The following comment from Lady Justice King which can be found at paragraph 6 of the judgment is particularly noteworthy:
“It goes without saying that it is of the utmost importance that potential users of the arbitration process are not deterred from using this valuable service; either, on the one hand, because the outcome is not seen as sufficiently certain or, on the other, because arbitration is regarded as providing no adequate remedy in circumstances where one of the parties believes there to have been an unjust outcome.”
The test for challenging an arbitral award is therefore lower than originally thought; earlier reported decisions suggested that the arbitral award had to be seriously or obviously wrong. This new test brings arbitration much more in line with the approach of the Family Court. Those that are hesitant about entering into arbitration because they are concerned there is no recourse if the order is wrong or unfair should be reassured by the judgment of Lady Justice King.
A fundamental stage in financial remedy proceedings is the FDR appointment. It stands for Financial Dispute Resolution appointment and, in summary, is a hearing at which the court gives a non-binding indication as to the likely outcome and encourages settlement.
Notwithstanding the excellent work done by so many in the family justice system, the court system is currently severely under-resourced and over-worked. The problem already existed before the pandemic but has since got worse. The issue is more acute in some areas of the country than others.
As a result, judges conducting FDR appointments will routinely find that they have perhaps five or six other cases to deal with that day. With the best will in the world it is not possible to devote the same amount of attention to a case if there are a handful of other matters which also need to be heard the same day.

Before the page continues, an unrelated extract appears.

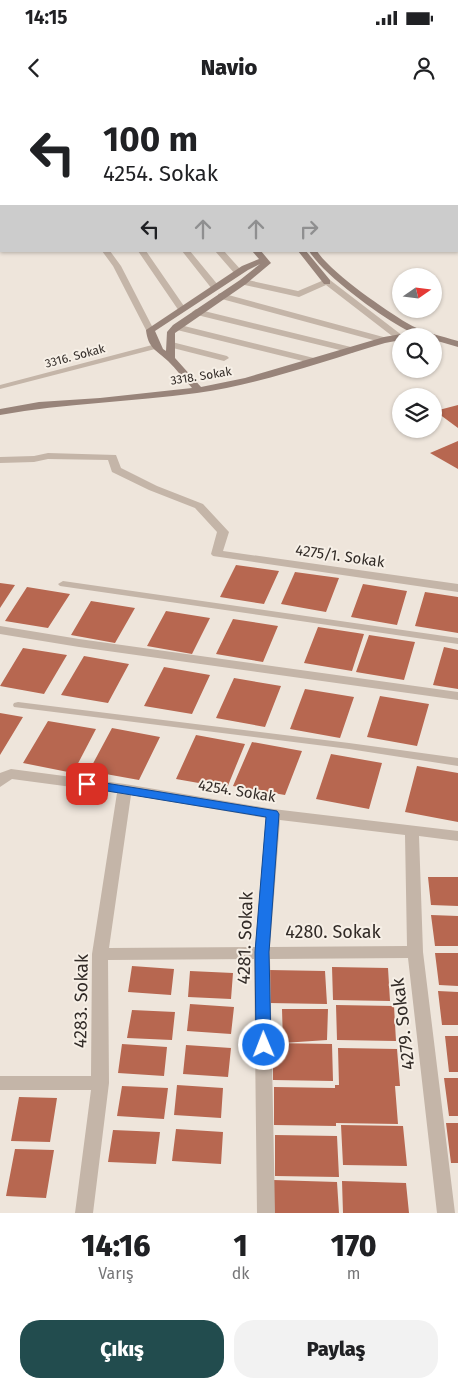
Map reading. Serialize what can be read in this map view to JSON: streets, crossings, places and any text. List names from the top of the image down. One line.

A private FDR follows a very similar format to a court-based FDR, save that rather than the indication being given by an over-stretched judge provided by the court, the parties agree to pay a practising solicitor or barrister of their choice to give the non-binding indication instead. There are many advantages to arranging a private FDR in place of a court-based FDR. For example:
Despite the many attractive advantages, arbitrations and private FDRs are sometimes perceived as not being suited to all cases, particularly because of the hesitation some clients may have in relation to the additional cost. However, for many clients, the chance of settling their case timeously and reducing the risk of having to proceed to a Final Hearing by engaging in focused negotiations outweighs any hesitations. As King LJ said in ‘Haley ‘(in relation to arbitration although the same could be said to apply to private FDRs):
“There is a common misconception that the use of arbitration, as an alternative to the court process in financial remedy cases, is the purview only of the rich who seek privacy away from the courts and the eyes of the media. If that was ever the position, it is no more. The court was told during the course of argument, that it is widely anticipated that parties in modest asset cases (including litigants in person) will increasingly use the arbitration process in the aftermath of the Covid-19 crisis as the courts cope with the backlog of cases, which is the inevitable consequence of ‘lockdown’.”